[The data]

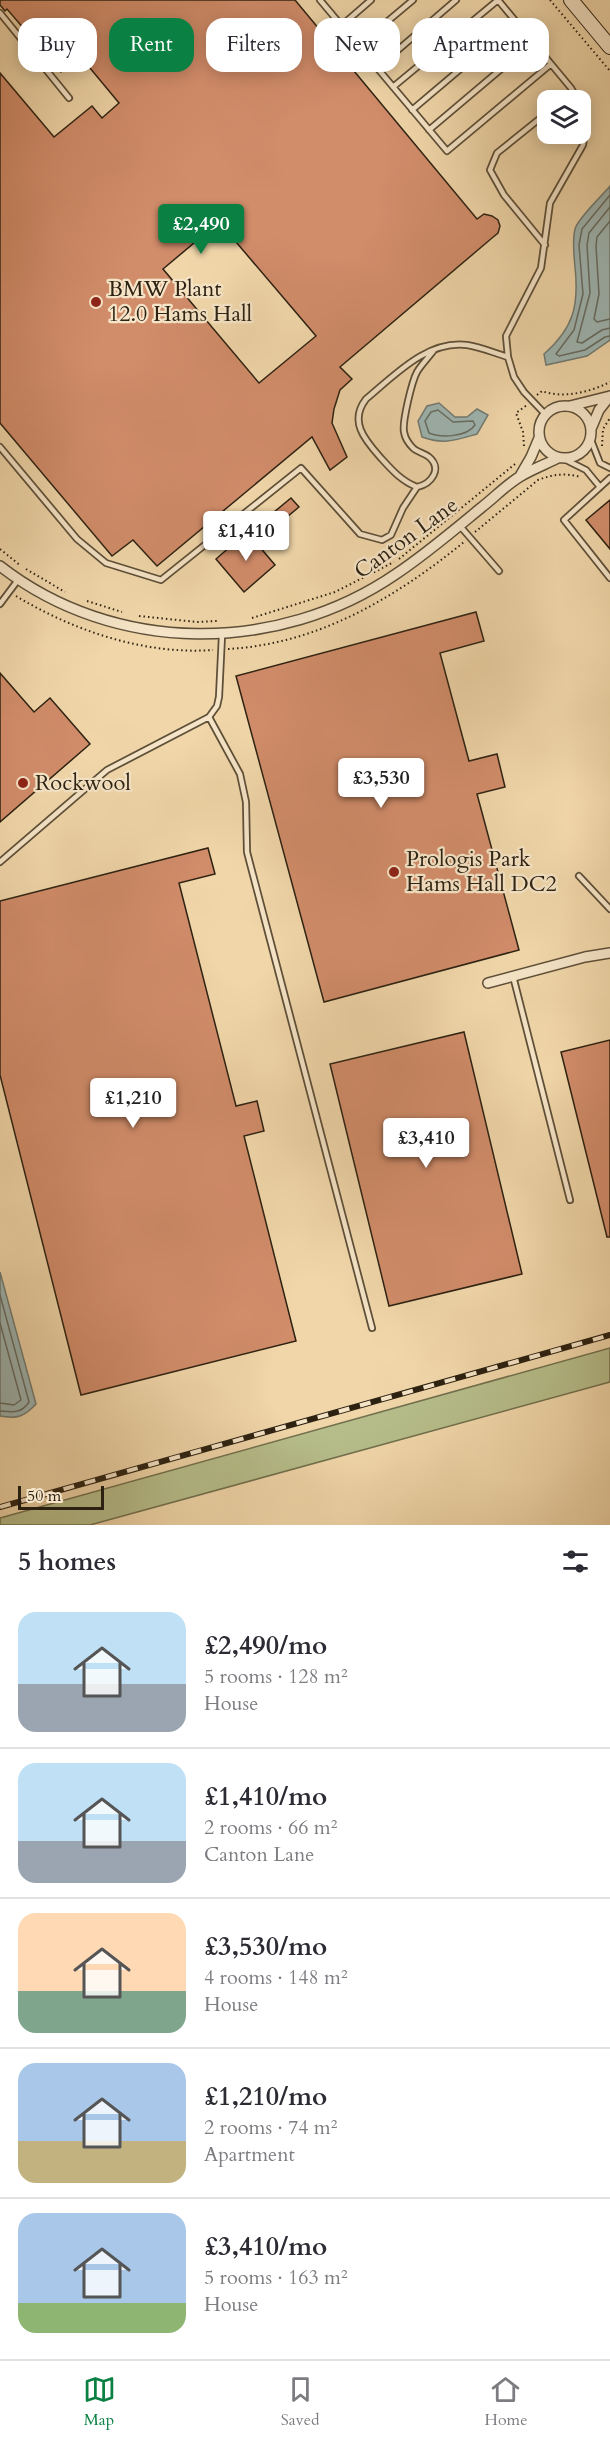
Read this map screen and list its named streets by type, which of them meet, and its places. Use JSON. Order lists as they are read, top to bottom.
{
  "streets": {
    "street": ["Canton Lane"]
  },
  "places": ["BMW Plant 12.0 Hams Hall", "Rockwool", "Prologis Park Hams Hall DC2"],
  "scale_bar": "50 m",
  "page": {
    "chip": [
      "Buy",
      "Rent",
      "Filters",
      "New",
      "Apartment"
    ],
    "price": [
      "£2,490",
      "£1,410",
      "£3,530",
      "£1,210",
      "£3,410"
    ],
    "scale": "50 m",
    "heading": "5 homes",
    "list": [
      {
        "name": "£2,490/mo",
        "note": "5 rooms · 128 m² · House"
      },
      {
        "name": "£1,410/mo",
        "note": "2 rooms · 66 m² · Canton Lane"
      },
      {
        "name": "£3,530/mo",
        "note": "4 rooms · 148 m² · House"
      },
      {
        "name": "£1,210/mo",
        "note": "2 rooms · 74 m² · Apartment"
      },
      {
        "name": "£3,410/mo",
        "note": "5 rooms · 163 m² · House"
      }
    ],
    "tabs": ["Map", "Saved", "Home"]
  }
}
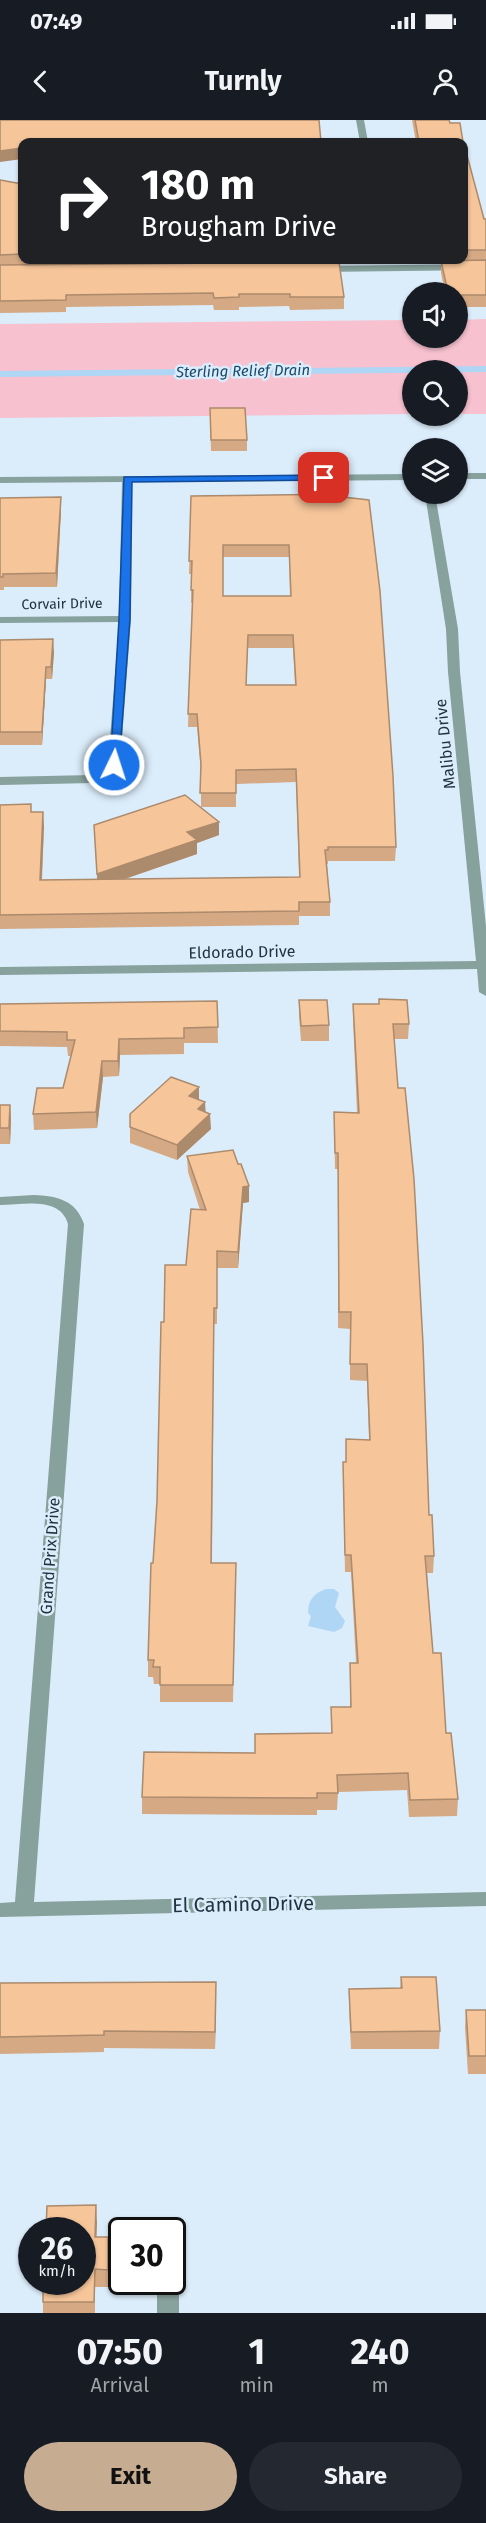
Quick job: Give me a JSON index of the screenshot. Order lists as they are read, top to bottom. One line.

[/The data]

**About this task**: Pictures are to be left out; all other data must be returned exactly.

**Solved problem**:
Read this map screen and list its named streets by type, which of them meet, and its places. Use JSON. Order lists as they are read, top to bottom.
{
  "streets": {
    "street": ["Canton Lane"]
  },
  "places": ["BMW Plant 12.0 Hams Hall", "Rockwool", "Prologis Park Hams Hall DC2"],
  "scale_bar": "50 m",
  "page": {
    "chip": [
      "Buy",
      "Rent",
      "Filters",
      "New",
      "Apartment"
    ],
    "price": [
      "£2,490",
      "£1,410",
      "£3,530",
      "£1,210",
      "£3,410"
    ],
    "scale": "50 m",
    "heading": "5 homes",
    "list": [
      {
        "name": "£2,490/mo",
        "note": "5 rooms · 128 m² · House"
      },
      {
        "name": "£1,410/mo",
        "note": "2 rooms · 66 m² · Canton Lane"
      },
      {
        "name": "£3,530/mo",
        "note": "4 rooms · 148 m² · House"
      },
      {
        "name": "£1,210/mo",
        "note": "2 rooms · 74 m² · Apartment"
      },
      {
        "name": "£3,410/mo",
        "note": "5 rooms · 163 m² · House"
      }
    ],
    "tabs": ["Map", "Saved", "Home"]
  }
}
Quick job: Give me a JSON index of the screenshot. Order lists as they are read, top to bottom. One line.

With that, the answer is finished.